Disk Storage Capacity – Where will we be in 2025?!

Spencer Dauphin Backup, Managed IT Support Services

We all like BIGGER!

Amazing the rate of disk storage capacity changes isn’t it. Everyone loves greater capacity, right?  Yeah of course we do, it means that we can get more stuff onto our gadgets. The same mindset is apparent in the Enterprise as well. We are seeing an abundance of high capacity disk systems growing at an exponential rate.

There has been a significant shift in the Enterprise Storage market in the last few years with some new vendors coming to market with an ever decreasing cost per TB.  These days a pattern is emerging that disk just needs to be disk. The software layer above it will do all the funky stuff – backup, archiving, snapshot, replication etc.

Whether this be VMware or a third party, the tide is turning as storage vendors do not seem to be able to keep their software developed at a rate as to which the market demands.

Disk Storage Capacity

Consumer Synergies

Going back to my situation then, personally (as a consumer), I have a number of backup and cloud solutions for my important data.  Dropbox, OneDrive, Evernote a few USB drives kicking around and a few others depending on which day of the week and what promotion coupon I have managed to pick up.  I have noticed that ultimately I have an abundance of duplications across my datasets.  In a nutshell I have a lot of crap!  As to what extent this is – I have no idea. Organisations share synergies with us, as consumers, although there are some distinct differences.

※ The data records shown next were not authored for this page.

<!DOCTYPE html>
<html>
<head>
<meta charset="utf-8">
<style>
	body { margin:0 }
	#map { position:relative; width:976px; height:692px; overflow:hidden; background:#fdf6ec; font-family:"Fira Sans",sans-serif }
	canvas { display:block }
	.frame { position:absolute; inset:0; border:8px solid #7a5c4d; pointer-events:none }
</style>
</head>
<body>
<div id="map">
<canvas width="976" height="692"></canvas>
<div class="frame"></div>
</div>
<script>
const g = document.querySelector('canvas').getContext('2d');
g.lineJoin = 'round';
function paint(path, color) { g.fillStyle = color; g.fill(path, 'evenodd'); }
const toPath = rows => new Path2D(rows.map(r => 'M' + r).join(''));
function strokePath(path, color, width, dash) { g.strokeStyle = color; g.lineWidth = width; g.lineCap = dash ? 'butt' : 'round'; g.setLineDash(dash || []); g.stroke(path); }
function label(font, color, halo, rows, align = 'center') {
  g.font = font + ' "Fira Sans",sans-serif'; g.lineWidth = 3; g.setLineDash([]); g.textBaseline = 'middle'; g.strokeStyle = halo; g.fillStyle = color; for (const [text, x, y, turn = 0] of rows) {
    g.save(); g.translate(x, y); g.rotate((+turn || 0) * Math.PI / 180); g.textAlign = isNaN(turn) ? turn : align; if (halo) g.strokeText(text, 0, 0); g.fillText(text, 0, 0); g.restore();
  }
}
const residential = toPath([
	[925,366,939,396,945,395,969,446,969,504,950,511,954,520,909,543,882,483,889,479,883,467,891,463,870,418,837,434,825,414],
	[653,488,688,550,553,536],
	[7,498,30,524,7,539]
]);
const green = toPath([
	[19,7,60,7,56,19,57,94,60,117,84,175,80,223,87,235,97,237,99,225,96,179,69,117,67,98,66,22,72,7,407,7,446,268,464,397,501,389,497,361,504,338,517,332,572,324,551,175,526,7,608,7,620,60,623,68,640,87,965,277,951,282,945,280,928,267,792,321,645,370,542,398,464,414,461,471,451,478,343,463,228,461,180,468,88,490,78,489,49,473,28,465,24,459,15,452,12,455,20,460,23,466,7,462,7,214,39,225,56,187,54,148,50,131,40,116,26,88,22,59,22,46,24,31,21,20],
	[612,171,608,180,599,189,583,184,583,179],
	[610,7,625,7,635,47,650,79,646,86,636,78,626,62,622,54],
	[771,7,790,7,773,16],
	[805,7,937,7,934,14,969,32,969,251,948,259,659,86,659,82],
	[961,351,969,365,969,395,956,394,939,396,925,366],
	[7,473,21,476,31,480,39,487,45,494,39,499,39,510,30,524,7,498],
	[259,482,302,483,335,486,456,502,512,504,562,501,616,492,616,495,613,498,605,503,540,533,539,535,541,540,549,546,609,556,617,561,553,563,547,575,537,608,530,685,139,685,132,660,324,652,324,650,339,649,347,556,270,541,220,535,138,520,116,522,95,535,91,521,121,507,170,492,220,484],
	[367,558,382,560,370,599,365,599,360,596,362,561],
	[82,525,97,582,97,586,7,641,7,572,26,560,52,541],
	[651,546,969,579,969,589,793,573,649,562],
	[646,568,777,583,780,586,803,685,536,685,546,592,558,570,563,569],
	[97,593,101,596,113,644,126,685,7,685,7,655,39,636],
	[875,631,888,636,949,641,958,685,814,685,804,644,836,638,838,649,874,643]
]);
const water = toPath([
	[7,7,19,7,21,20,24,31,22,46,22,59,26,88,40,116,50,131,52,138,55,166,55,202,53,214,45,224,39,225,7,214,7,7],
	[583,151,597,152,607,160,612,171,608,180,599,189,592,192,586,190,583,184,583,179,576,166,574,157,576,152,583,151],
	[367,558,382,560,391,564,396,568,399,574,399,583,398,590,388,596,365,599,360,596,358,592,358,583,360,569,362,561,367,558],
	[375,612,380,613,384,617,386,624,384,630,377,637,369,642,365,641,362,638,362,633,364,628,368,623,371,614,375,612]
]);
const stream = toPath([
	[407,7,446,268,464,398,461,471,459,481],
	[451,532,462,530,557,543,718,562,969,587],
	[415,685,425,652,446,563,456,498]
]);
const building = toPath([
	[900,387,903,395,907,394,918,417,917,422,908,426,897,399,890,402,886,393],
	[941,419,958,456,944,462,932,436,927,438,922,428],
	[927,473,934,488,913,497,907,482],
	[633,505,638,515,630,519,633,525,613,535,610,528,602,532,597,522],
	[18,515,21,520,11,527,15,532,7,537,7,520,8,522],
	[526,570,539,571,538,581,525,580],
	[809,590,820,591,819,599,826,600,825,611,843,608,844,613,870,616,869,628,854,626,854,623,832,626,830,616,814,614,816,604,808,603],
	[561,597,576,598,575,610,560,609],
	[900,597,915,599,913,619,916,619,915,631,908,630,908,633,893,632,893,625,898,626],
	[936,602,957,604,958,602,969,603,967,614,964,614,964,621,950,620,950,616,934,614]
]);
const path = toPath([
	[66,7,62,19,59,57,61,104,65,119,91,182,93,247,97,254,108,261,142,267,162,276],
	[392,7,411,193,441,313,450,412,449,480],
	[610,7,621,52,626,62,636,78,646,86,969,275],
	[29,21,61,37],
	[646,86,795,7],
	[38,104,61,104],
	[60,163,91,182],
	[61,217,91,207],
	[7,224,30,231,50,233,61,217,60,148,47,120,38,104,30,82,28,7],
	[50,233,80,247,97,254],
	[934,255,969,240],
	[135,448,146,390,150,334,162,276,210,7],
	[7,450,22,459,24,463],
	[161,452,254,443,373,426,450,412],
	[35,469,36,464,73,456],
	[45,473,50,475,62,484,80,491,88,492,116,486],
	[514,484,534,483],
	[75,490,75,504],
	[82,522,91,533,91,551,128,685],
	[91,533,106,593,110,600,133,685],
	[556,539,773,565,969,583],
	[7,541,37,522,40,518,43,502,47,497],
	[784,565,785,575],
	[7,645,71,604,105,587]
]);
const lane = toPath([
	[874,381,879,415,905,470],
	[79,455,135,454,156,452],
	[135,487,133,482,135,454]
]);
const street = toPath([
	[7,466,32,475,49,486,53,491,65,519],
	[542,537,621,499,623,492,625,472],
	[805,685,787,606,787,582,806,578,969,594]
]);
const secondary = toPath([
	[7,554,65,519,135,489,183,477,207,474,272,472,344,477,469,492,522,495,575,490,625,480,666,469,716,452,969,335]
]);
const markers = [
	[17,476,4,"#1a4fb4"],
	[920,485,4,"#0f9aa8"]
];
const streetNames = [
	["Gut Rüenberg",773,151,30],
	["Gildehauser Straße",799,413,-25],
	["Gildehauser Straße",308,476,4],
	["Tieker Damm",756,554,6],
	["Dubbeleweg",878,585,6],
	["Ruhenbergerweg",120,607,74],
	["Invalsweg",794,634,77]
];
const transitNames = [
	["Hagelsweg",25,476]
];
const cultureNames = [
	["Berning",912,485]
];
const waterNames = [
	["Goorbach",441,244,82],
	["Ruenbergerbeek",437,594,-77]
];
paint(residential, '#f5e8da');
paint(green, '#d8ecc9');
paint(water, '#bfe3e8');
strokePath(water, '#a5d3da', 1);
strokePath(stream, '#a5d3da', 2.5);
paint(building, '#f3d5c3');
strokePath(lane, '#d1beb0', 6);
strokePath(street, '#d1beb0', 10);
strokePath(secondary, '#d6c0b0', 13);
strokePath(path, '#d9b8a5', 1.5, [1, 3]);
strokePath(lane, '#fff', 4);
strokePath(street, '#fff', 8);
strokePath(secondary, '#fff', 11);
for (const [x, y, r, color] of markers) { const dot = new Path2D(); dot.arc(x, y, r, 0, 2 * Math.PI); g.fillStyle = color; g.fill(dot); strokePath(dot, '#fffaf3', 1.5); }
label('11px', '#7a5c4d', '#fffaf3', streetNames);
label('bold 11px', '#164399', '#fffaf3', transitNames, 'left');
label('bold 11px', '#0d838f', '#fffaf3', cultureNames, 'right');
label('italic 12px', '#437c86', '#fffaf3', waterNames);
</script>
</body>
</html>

Companies still need to build strategy around their data and retention.  Data and object count has a significant impact on disk storage sub systems, backup, replication, DR and compliance.  All these impact the way the business runs on its infrastructure. The image in the blog post is prevalent. Although the cost of storage is generally getting cheaper, this maintains the attitude of allowing users to dump data freely.

The Risk

We do it in the consumer world and it sure happens in business as well.  To have to sanitise this data is not a job for the faint-hearted system Admin.  The object count in some situations is just too ridiculous.  Also, the fear of delete or enforcing retention on this data is just too high. Disk is getting cheaper and, in conjunction with, the fear of deleting any data means that the “bucket of crap” is just getting bigger and bigger.

There will become a tipping point whereby the object count of unstructured and untapped dark data will mean that a certain amount of risk will appear for a business.  As a System Admin, it is your job to find out what your data is doing – to ascertain mitigating any risk and allowing for the greatest efficiencies within your storage estate.